The painted buildings carry a secondary tradition visible from inside: many Curaçao homes paint their interior walls red with white polka dots, a local belief that the pattern repels flies. Whether or not it works ornithologically, it is one of the more distinctive interior design choices in the Caribbean.

💰 Best view: The entire Handelskade panorama is visible for free from the Otrobanda side of the harbor, across the Queen Emma pontoon bridge. Early morning (7–9am) before tour groups arrive delivers the full reflection in flat water. Photography tours of Willemstad run $25–40 USD per person and include access to courtyards and rooftop viewpoints not visible from the street.

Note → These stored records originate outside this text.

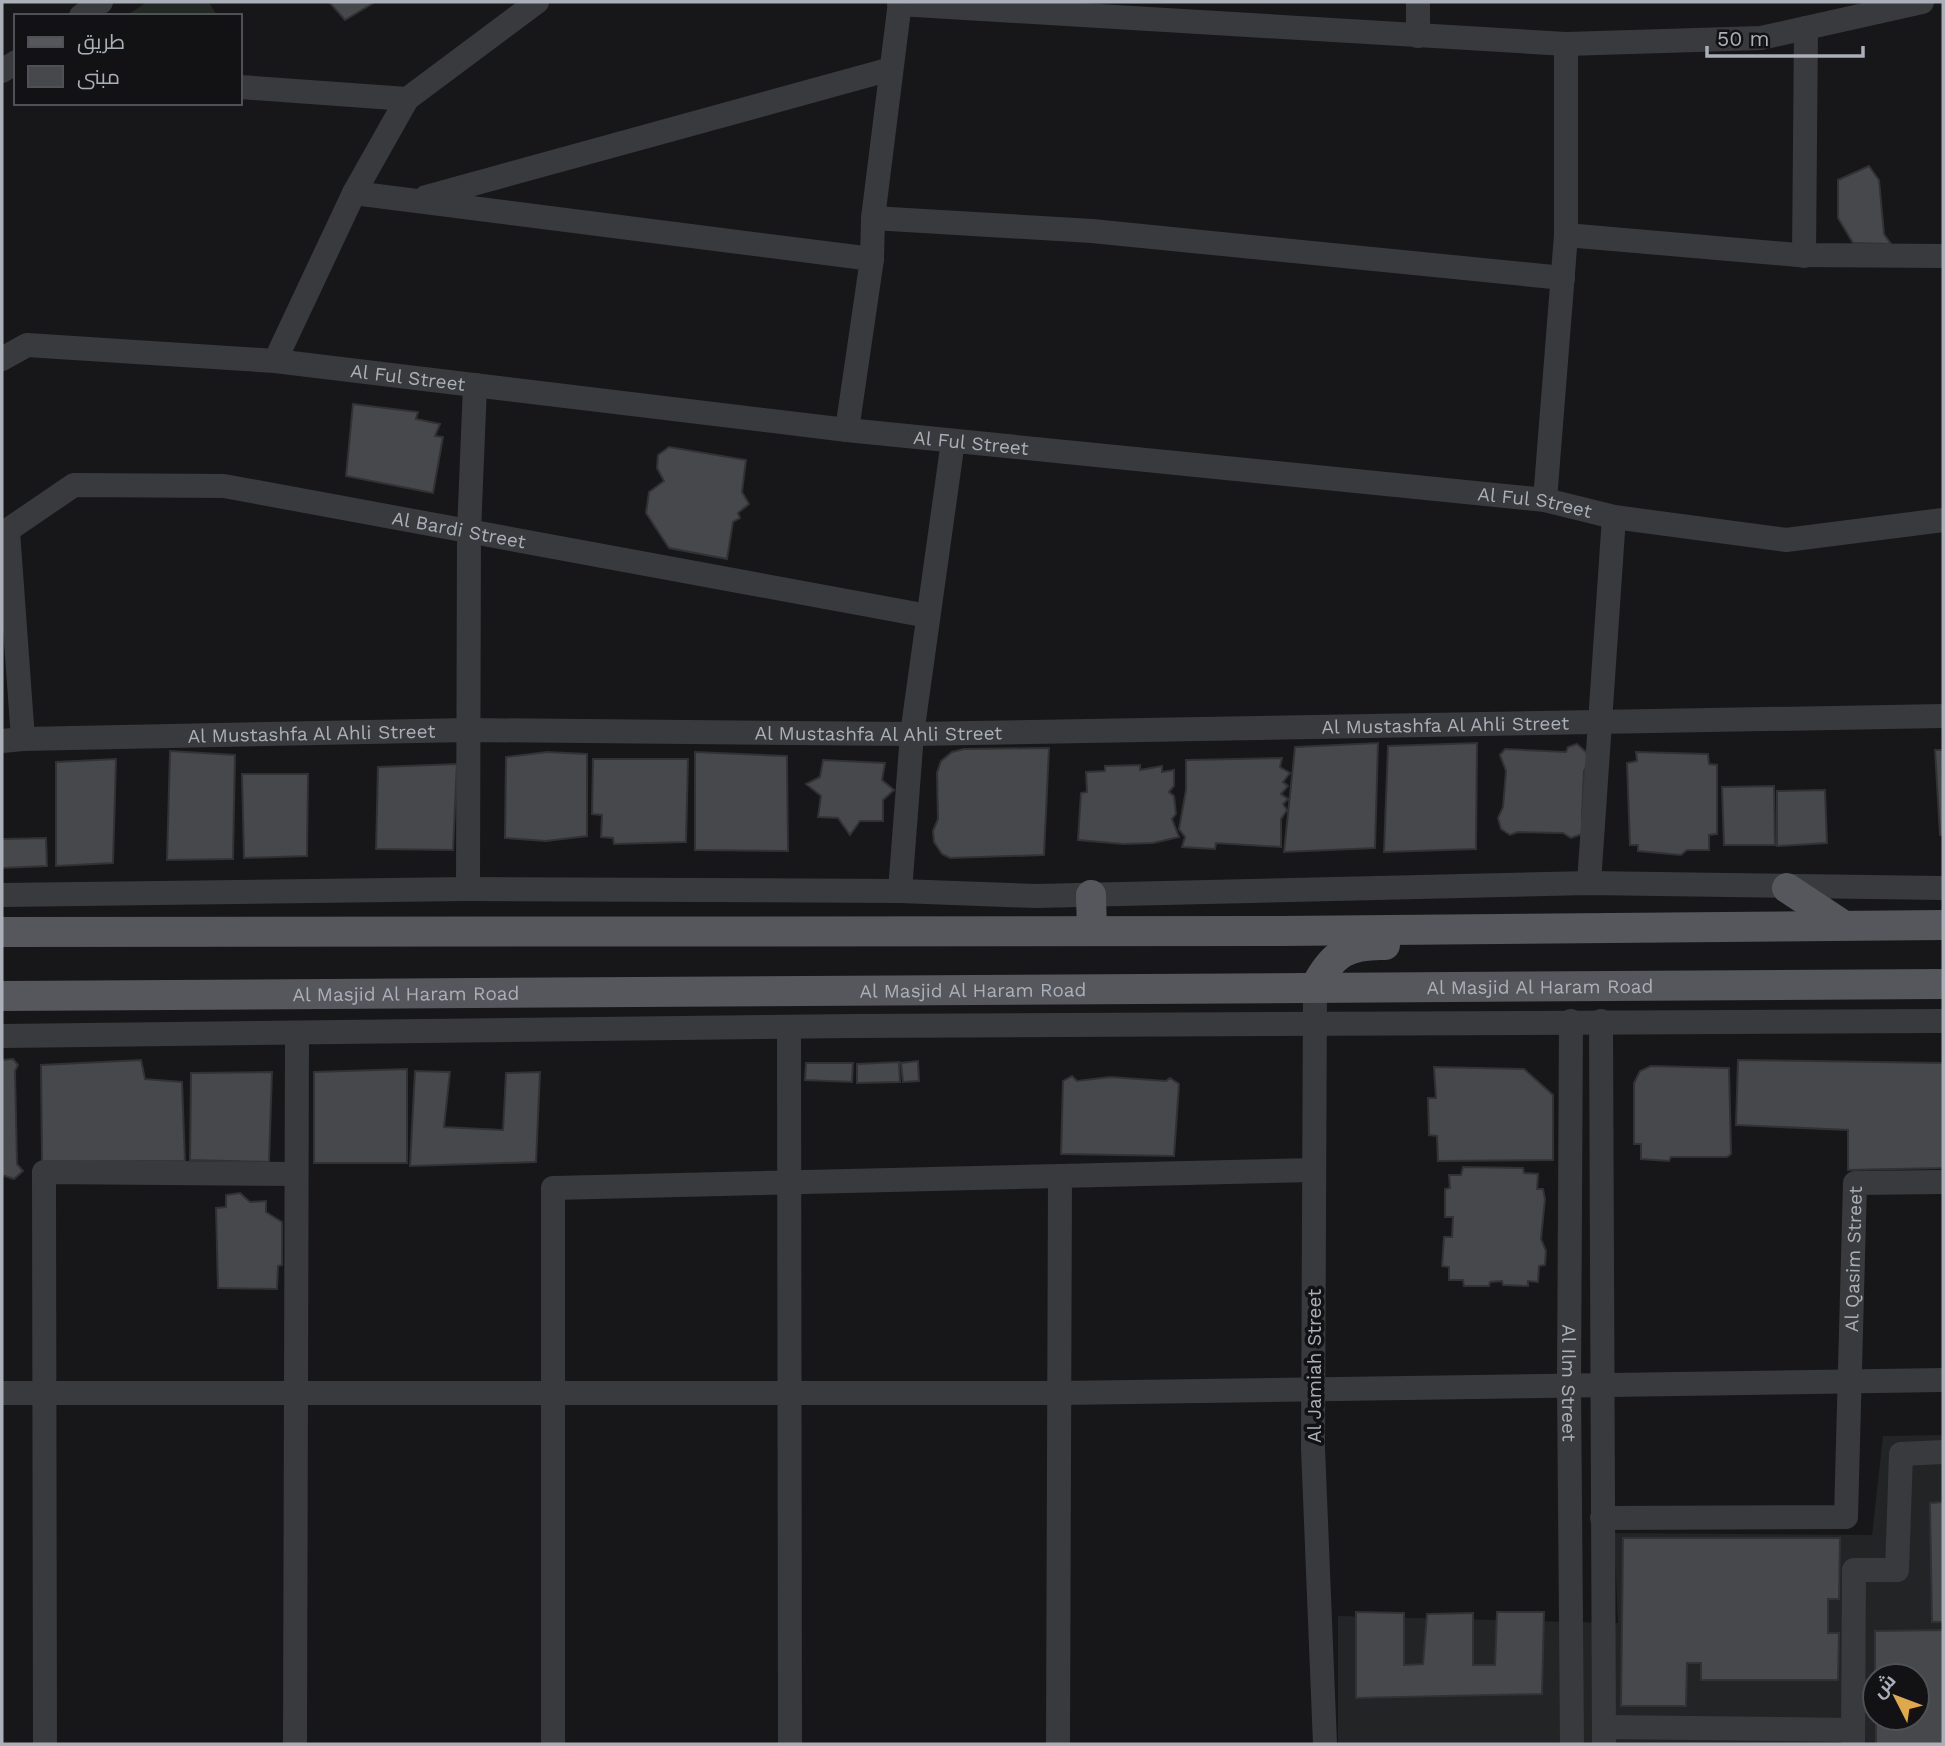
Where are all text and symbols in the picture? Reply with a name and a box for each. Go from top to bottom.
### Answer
legend [14,14,242,105]
scale bar [1707,14,1863,58]
text: 50 m [1717,26,1769,51]
text: طريق [77,29,125,55]
text: مبنى [77,64,120,90]
street label: Al Ful Street [349,359,467,395]
street label: Al Ful Street [912,425,1030,460]
street label: Al Ful Street [1477,482,1594,523]
street label: Al Bardi Street [390,506,528,553]
street label: Al Mustashfa Al Ahli Street [1321,711,1569,738]
street label: Al Mustashfa Al Ahli Street [187,719,436,747]
street label: Al Mustashfa Al Ahli Street [754,721,1002,746]
street label: Al Masjid Al Haram Road [1426,974,1654,999]
street label: Al Masjid Al Haram Road [859,978,1087,1002]
street label: Al Masjid Al Haram Road [292,981,520,1006]
street label: Al Qasim Street [1839,1186,1866,1332]
street label: Al Jamiah Street [1303,1289,1326,1443]
street label: Al Ilm Street [1557,1324,1581,1442]
north arrow [1861,1662,1931,1732]
text: ش [1867,1669,1900,1703]

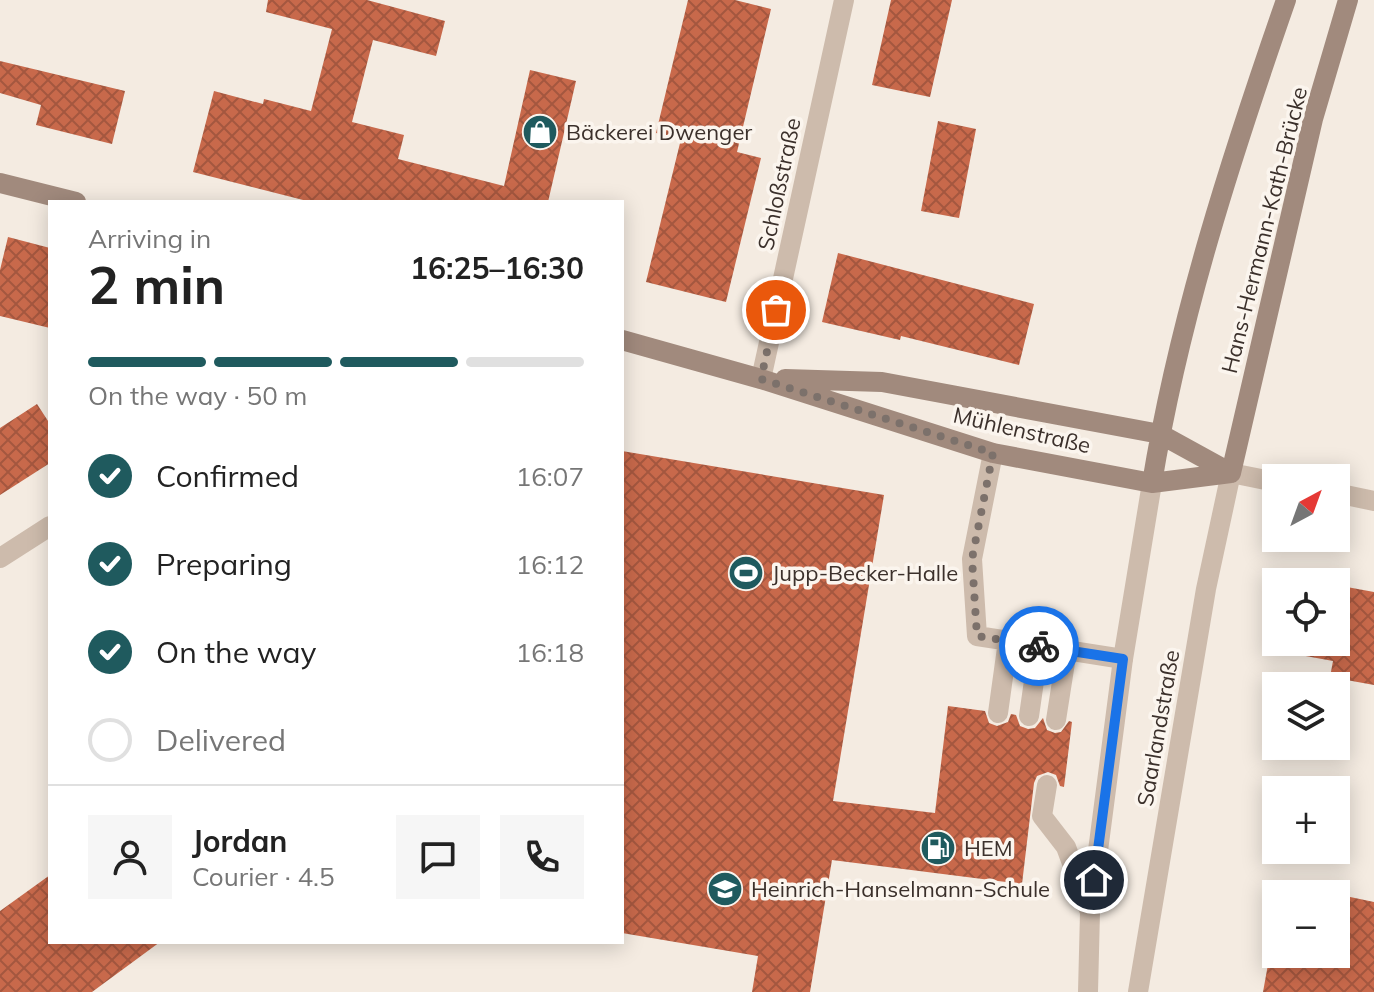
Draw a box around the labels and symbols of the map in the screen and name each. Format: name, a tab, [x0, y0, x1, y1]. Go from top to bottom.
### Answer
street label: Hans-Hermann-Kath-Brücke	[1215, 84, 1313, 376]
shop icon: Bäckerei Dwenger	[521, 113, 559, 151]
street label: Schloßstraße	[751, 115, 807, 253]
place label: Bäckerei Dwenger	[566, 118, 752, 146]
pin	[742, 276, 810, 344]
street label: Mühlenstraße	[951, 401, 1093, 459]
north arrow	[1262, 464, 1350, 552]
sports icon: Jupp-Becker-Halle	[727, 554, 765, 592]
place label: Jupp-Becker-Halle	[772, 559, 958, 587]
courier	[999, 606, 1079, 686]
street label: Saarlandstraße	[1130, 648, 1186, 808]
fuel station icon: HEM	[919, 829, 957, 867]
place label: HEM	[964, 834, 1013, 862]
pin	[1060, 846, 1128, 914]
school or university icon: Heinrich-Hanselmann-Schule	[706, 870, 744, 908]
place label: Heinrich-Hanselmann-Schule	[751, 875, 1050, 903]

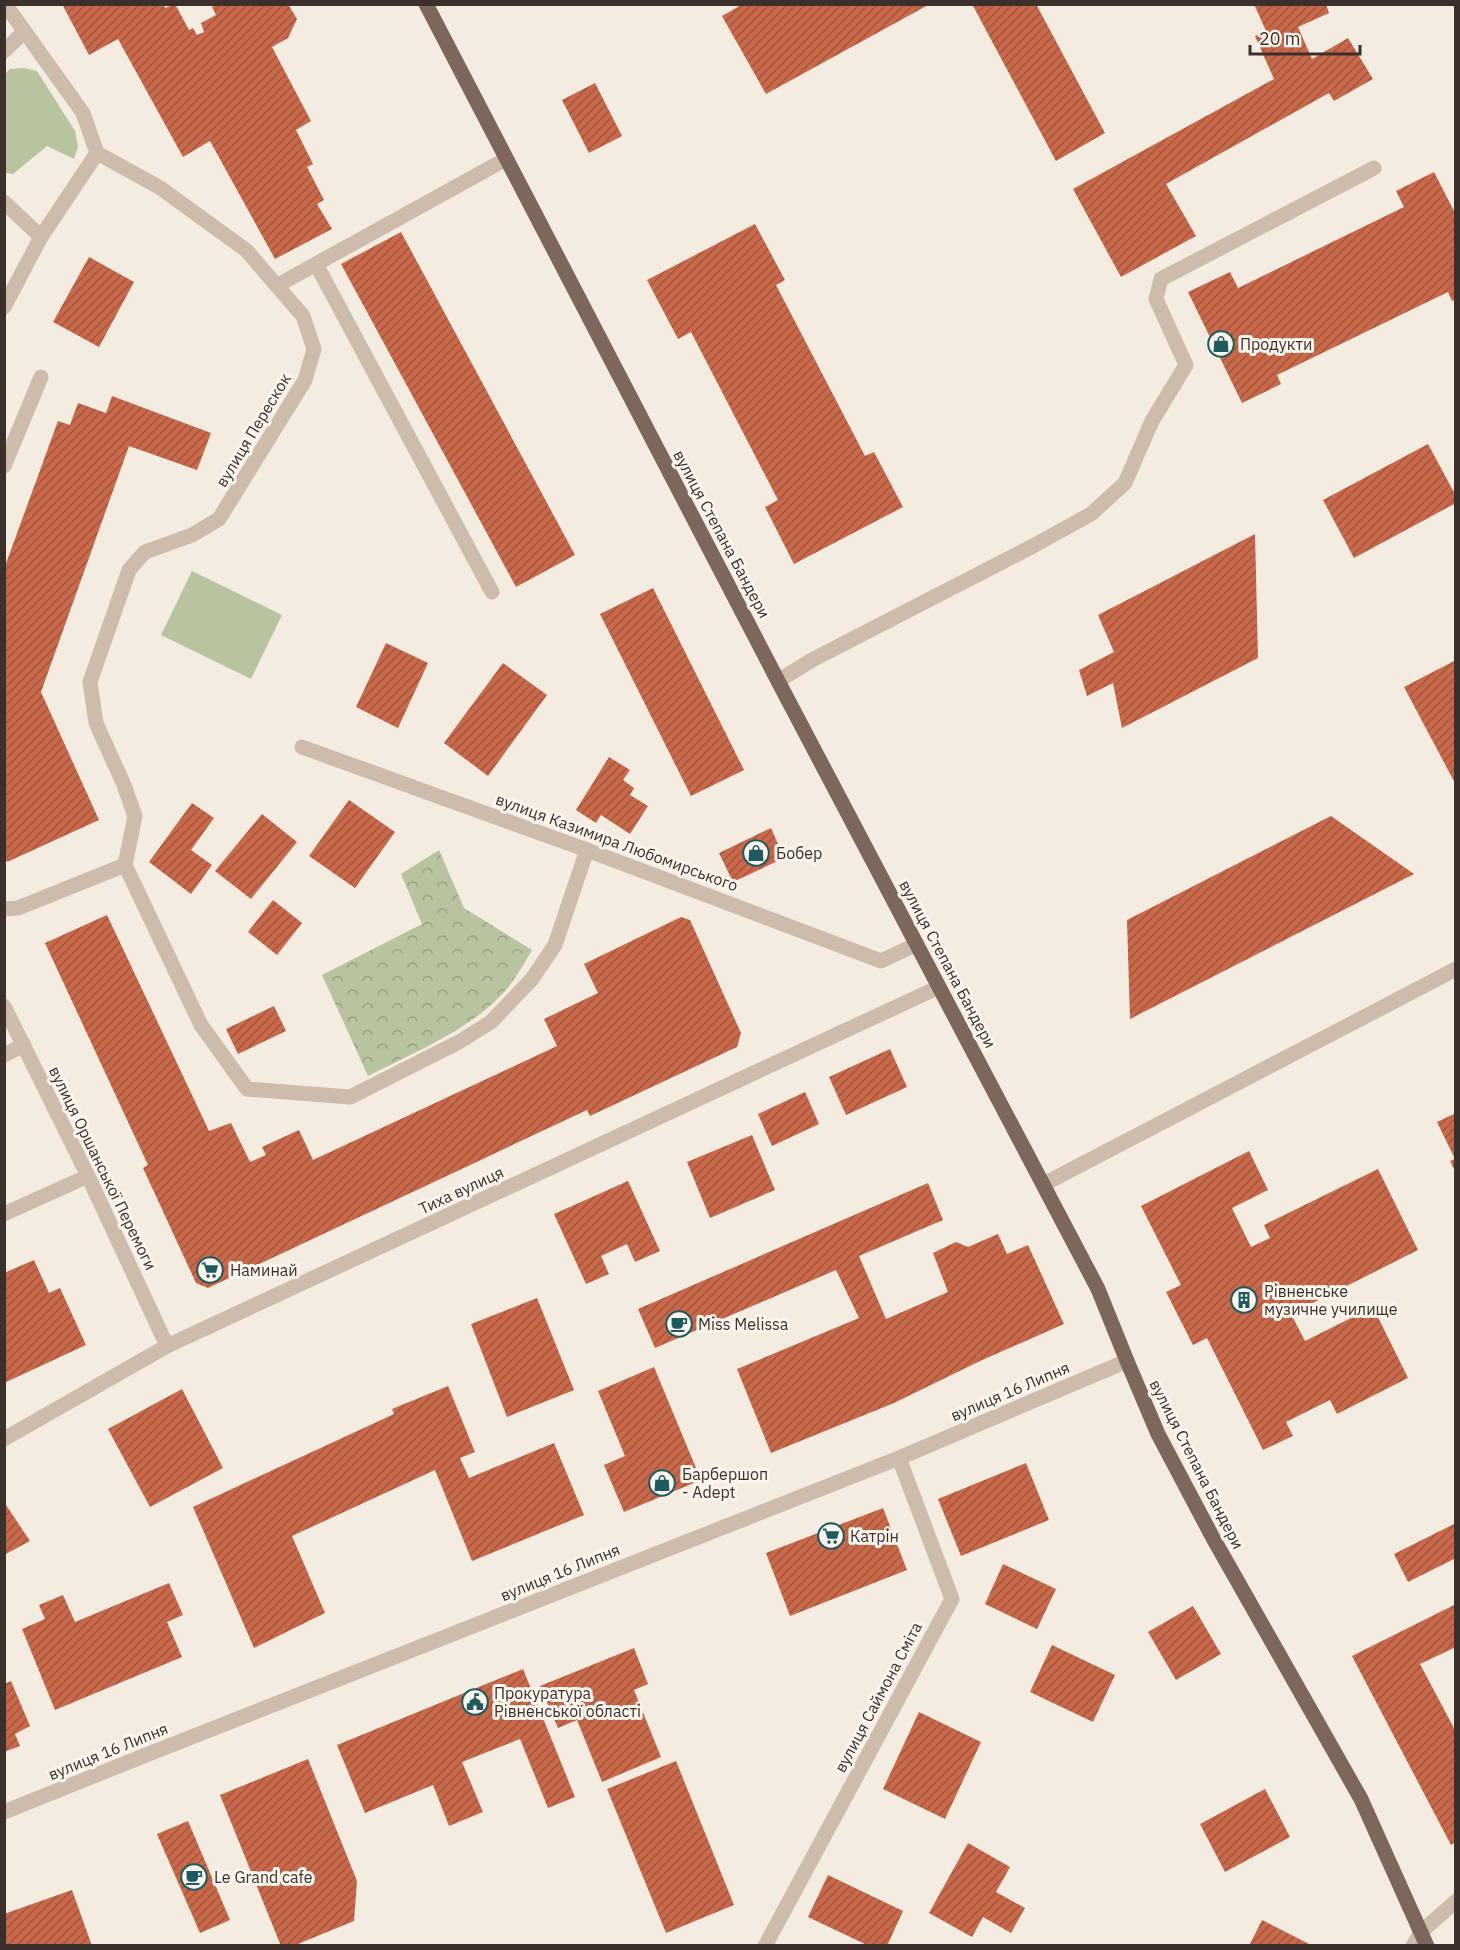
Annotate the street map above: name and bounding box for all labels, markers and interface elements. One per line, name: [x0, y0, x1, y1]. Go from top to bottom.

2. 🍹 Blue Curaçao Liqueur Is Naturally Colorless

Blue Curaçao — the turquoise liqueur in the Blue Lagoon, the Swimming Pool, the Malibu Sunset, and approximately 200 other cocktails served at beach bars worldwide — has been associated with Curaçao since the 19th century, when Dutch colonists discovered that the island's indigenous Laraha orange (Citrus aurantium currassuviensis), a bitter, inedible citrus fruit that had mutated from sweet Valencia oranges brought by the Spanish, produced an intensely aromatic dried peel ideal for liqueur production.

The original liqueur — Senior & Co.'s "Curaçao of Curaçao", still produced at the Landhuis Chobolobo distillery in Willemstad since 1896 — is naturally amber-gold in color, not blue. The blue version exists because 20th-century bartenders and liqueur producers discovered that adding artificial coloring (typically a blue food dye) to the naturally pale liqueur created a visually striking product that photographs brilliantly in cocktails. Orange Curaçao is the authentic version; blue is a marketing decision. The clear, colorless version also exists.

The Laraha orange tree from which the peel is harvested grows across the island's arid interior, where poor soil and dry conditions produce fruit with thick, oil-rich skin and flesh too bitter to eat. The same environmental conditions that made the island agriculturally "useless" to the Spanish produced the specific fruit that eventually became a global ingredient. The liqueur business outlasted the plantation economy and the oil refinery.

💰 Distillery visit: The Landhuis Chobolobo distillery tour and tasting runs $12–18 USD per person and includes samples of the full Senior & Co. range — blue, orange, and clear versions alongside the original amber. The 19th-century landhuis (plantation house) setting is one of Willemstad's finest examples of colonial architecture. Book in advance; tours fill quickly in peak season.

3. ⚽ Curaçao Qualified for the 2026 FIFA World Cup — The Smallest Nation in History to Do So

In 2025, Curaçao qualified for the 2026 FIFA World Cup, becoming the smallest nation in history to qualify for a World Cup. A self-governing country of 160,000 people on a 444-square-kilometer island qualified for the same tournament as Brazil, Germany, and the United States — a result that, in population terms, is roughly equivalent to a mid-sized American city earning a spot in the tournament.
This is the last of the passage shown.